CONCEPT Cited by 1 source

Transient job cluster¶

Definition¶

A transient job cluster is a compute cluster that is created on-demand for a single job run, used exclusively by that run, and torn down when the run completes. The counterpart is an interactive cluster or a long-lived shared cluster that multiple workloads share concurrently.

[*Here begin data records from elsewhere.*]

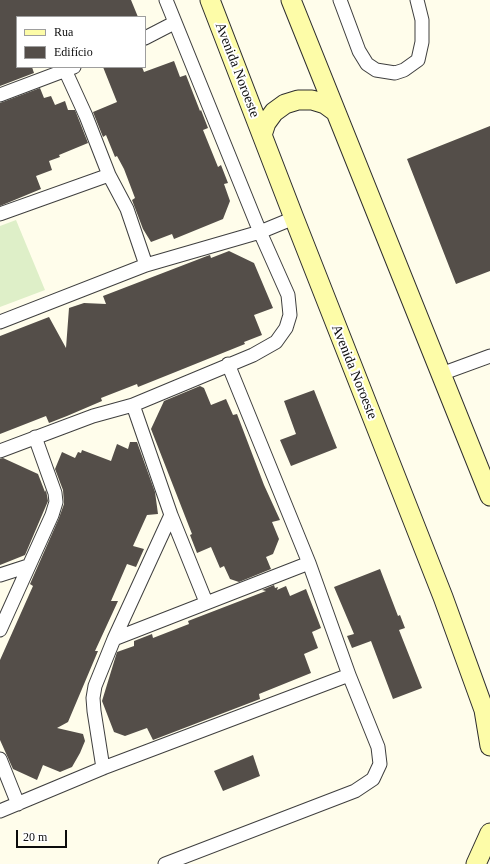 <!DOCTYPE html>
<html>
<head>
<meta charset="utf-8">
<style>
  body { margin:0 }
  #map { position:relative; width:490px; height:864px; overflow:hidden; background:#fffdeb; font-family:"Times New Roman",serif }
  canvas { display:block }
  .legend { position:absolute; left:16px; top:16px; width:130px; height:52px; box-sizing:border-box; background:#fff; border:1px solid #9e9e9e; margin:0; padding:5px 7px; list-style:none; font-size:12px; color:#0c0c0c }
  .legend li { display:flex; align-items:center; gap:8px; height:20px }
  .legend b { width:20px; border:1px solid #9e9e9e }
  .scale { position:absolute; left:16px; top:830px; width:51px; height:18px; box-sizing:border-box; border:2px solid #0c0c0c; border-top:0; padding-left:5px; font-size:12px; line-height:14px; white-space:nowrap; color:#0c0c0c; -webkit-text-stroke:3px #fff; paint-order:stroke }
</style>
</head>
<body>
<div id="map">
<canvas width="490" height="864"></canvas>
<ul class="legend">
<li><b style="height:5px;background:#fdfca8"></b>Rua</li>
<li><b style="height:11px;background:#544e49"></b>Edifício</li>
</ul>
<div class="scale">20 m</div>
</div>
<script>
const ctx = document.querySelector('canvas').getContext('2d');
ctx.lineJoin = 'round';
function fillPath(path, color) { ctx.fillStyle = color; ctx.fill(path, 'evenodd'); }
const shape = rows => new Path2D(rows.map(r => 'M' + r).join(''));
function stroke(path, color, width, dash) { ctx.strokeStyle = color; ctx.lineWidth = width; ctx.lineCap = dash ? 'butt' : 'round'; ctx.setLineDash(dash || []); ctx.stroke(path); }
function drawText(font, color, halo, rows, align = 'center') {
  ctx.font = font + ' "Times New Roman",serif'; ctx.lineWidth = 4; ctx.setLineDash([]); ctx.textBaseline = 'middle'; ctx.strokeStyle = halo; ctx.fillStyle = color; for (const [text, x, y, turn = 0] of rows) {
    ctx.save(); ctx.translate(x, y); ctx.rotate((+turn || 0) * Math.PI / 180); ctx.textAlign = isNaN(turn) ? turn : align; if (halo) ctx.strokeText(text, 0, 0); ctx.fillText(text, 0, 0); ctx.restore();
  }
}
fillPath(shape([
  [16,220,45,290,0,307,0,226]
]), '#deefc8');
fillPath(shape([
  [0,0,131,0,138,17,17,17,17,67,32,67,34,73,0,86],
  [174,61,180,77,186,75,200,111,201,110,208,128,203,130,218,167,221,165,228,183,224,184,230,201,223,219,174,239,172,234,151,242,143,229,132,200,135,198,124,169,117,156,115,157,106,135,103,137,93,112,117,102,103,67,142,67,144,72],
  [40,88,44,98,51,96,55,105,65,101,68,110,75,110,88,143,59,155,60,157,49,161,52,170,36,176,41,189,0,206,0,103],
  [490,126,490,271,456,284,407,159],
  [229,251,254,263,273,308,254,315,262,335,244,342,245,344,173,373,138,387,137,384,101,398,102,401,67,416,49,423,46,416,0,434,0,336,49,317,66,348,69,308,84,303,106,304,103,296,207,256,210,255,211,258],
  [200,386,204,388,211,405,226,399,233,415,237,414,264,485,280,520,272,522,279,539,273,554,266,557,271,569,239,582,230,579,224,566,220,568,211,547,197,553,190,535,192,534,151,429,164,401],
  [314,390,337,448,291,466,280,440,296,434,284,401],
  [130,442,137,442,155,492,158,514,147,515,133,546,144,549,136,567,127,564,111,601,118,601,95,651,98,651,68,722,57,728,83,734,85,741,80,753,72,767,60,772,43,765,37,780,13,769,0,740,0,660,33,586,30,584,59,518,64,504,63,490,55,469,62,452,75,458,78,452,81,453,82,450,111,461,117,444,128,449],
  [3,458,38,474,45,492,46,490,48,501,25,555,0,565,0,459],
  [380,569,398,616,400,615,405,628,399,630,422,688,393,699,371,641,352,648,347,636,354,634,334,587],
  [274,585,275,588,278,587,277,590,286,586,290,596,306,589,321,628,312,632,318,648,304,654,311,673,259,694,260,699,153,740,147,728,125,736,114,732,102,701,117,652,134,646,134,641,152,634,153,638,189,624,188,621,266,591,262,590],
  [253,755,260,776,223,791,214,771]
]), '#544e49');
const street = shape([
  [340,0,359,51,367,64,376,70,395,73,404,70,418,60,422,42,422,20,417,0],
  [145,38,174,23],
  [65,70,86,116,109,175,127,209,146,265],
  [0,95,74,67],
  [0,214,109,175],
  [0,322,146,265,260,232,294,218],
  [441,374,490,356],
  [0,451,93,416,133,405,253,355,276,342,286,328,290,315,288,295,260,232,166,0],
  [171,515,206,602],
  [0,575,28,566],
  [0,630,52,515,56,502,55,493,35,437],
  [114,639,309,563],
  [0,759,18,804],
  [103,768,94,711,93,698,95,686,114,639,171,515,133,405],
  [0,811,103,768,349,675],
  [165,864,355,791,373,779,380,764,378,747,349,675,309,563,228,364]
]);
const secondary = shape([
  [210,0,294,218,443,597,484,710,490,746],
  [291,0,490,496],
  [262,135,266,123,274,112,285,104,298,100,312,100,325,104,336,112],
  [476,864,490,833]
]);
stroke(street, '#3f3f3f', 15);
stroke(secondary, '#2e2e2e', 21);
stroke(street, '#fff', 13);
stroke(secondary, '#fdfca8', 19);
drawText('14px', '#0c0c0c', '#fff', [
  ["Avenida Noroeste",237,70,69],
  ["Avenida Noroeste",354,372,68]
]);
</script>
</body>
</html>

In the Databricks ecosystem, job clusters are the idiomatic name for this: databricks jobs run spins up a dedicated cluster, executes the notebook / JAR, and terminates.

Why transient¶

Failure isolation. A failure in one run's cluster (OOM, driver crash, worker loss) cannot impact other running pipelines — each pipeline run lives in its own cluster.
Resource isolation. Runs don't compete for executor slots, memory, or driver attention; throughput is predictable.
Cost efficiency. Clusters only exist while actively doing work; there's no idle cost between runs.
Simple configuration per run. Each pipeline run can specify its own Spark version, library dependencies, and cluster shape without coordinating with other workloads.

Tradeoff¶

Startup cost — spinning up a job cluster adds minutes of latency per run. For batch pipelines (Zalando's weekly forecast, daily optimisation) this cost is amortised over a multi-hour job; for interactive / latency-sensitive work it's unacceptable.

Canonical instance (Zalando ZEOS)¶

Zalando ZEOS's inventory-optimisation system runs PySpark data pre-processing on Databricks transient job clusters. Explicit scalability rationale:

"Every run triggers dedicated Databricks Job clusters and SageMaker processing/training jobs. This ensures robust and independent runs and resources, i.e. a failure of one execution in the Databricks job cluster does not impact a parallel execution."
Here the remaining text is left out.